The whole concept of ‘sin’, although an ancient idea, is somewhat an outmoded one. However, the origin of such an idea had nothing to do with being human. It was used in the ancient world solely as an economic term. It was the name of a transaction between a slave and their new master. It was the transaction itself between two objects, not the object themselves. It was the gap. We will get to why that’s important in a second.

I’ve got to be honest, I think the idea of sin is a depressing one. That we are all royally screwed up. That we are hopeless. That we are wastelands.To me, this is too essentialist. I think there is an argument here for anti-essentialism. In that, at the very core of humanity is not some black evil stain, but rather an endless desert of infinite possbilities. So, what is anti-essentialism?

ANTIESSENTIALISM (Greek, ’αντι- [anti]—against; Latin essentia—essence)—the opposite of essentialism, a philosophical position that eliminates from scientific knowledge or even from any cultural discourse the questions of essence that begin with the interrogative particle “what” or its logical equivalent, e.g., “what is it?”, “what is something?”, “who is somebody?” (what is truth?, what is morality?, who is man?).

A simple example would be that when we claim that an object is it what ‘it is’, we are claiming an essential property exists that defines that object. This IS truth. This IS chocolate. This IS black. This IS white and etc. It is the assumption that there are a certain set of criteria that determines the essence of something. Even, what it means to be human. However, I think this in and of itself  predestines the potential of an object or subject.

I want to use the idea behind the orthodox understanding of sin and re-appropriate a lateral claim about who we are as humans. The typical notion presupposes that sin is the very gap between humans and God. Some versions claim that all of humanity is somehow naturally tainted by this evil stain.
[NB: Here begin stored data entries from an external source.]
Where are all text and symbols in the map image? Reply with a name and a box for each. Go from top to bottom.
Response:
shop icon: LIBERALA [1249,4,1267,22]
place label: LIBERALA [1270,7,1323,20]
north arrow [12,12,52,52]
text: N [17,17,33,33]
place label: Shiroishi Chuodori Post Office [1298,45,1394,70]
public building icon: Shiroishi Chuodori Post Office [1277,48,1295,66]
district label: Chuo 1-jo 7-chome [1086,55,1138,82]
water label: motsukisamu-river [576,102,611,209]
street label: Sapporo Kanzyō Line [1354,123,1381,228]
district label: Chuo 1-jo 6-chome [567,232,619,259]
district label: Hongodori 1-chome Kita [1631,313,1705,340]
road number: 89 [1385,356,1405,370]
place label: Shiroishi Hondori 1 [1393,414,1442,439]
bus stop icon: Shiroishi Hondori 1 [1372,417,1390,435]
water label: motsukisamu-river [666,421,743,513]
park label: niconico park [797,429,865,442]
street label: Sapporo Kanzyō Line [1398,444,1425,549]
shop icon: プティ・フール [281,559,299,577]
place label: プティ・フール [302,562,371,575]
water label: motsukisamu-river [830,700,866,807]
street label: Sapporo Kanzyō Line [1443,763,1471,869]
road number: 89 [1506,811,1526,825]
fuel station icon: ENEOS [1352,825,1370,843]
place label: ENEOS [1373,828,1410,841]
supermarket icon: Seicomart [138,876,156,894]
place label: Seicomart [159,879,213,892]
However, I want to offer that there is not a gap between us and God, but rather that we are the gap itself. That we are voids. Or as philosopher Slavoj Zizek once said: “We are nothings trying to be somethings”.

On a social level, what is the importance of the difference? One, of course, being: guilt. The orthodox understanding of sin imposes upon us a guilt that demands our myopic allegiance to it. That demands we not question its presence. That we somehow have always owed a debt to it. Is this also not what the whole foundation of the media is predicated on? That we somehow owe a debt we are unaware of and yet we should pay. Two: Potential. If we are sinful, our potential is always thwarted by this spectre constantly haunting us – in this sense, it is nothing short of the story of Sisyphus rolling the rock up and down the hill. However, if we are positively charged voids, our potential is infinite.

Peppa Pig is a cartoon character here in the UK; there is a scene where the father is being pulled-over by a cop and he initiates the conversation (before the policeman has a chance to say anything) and the following words come out of his mouth: “I don’t know what I did wrong, but I am sorry”. This is how ideology operates here – it demands our blind alliance without knowing why. Sin is ideology. It becomes the super-ego, you know the structure that dictates to us how we should/should not act. Third: Identity. All of reality is vying for our identity. When Pauls suspends our identity for a common humanity, he is not calling for some mythro-pological (New Word!: mythology + anthropological) idealism; he is inciting a revolution. The same when Christ calls humans to be “in the world, but not of it”; its in one sense to see that reality is non-dualistically quantum. (What is quantum?)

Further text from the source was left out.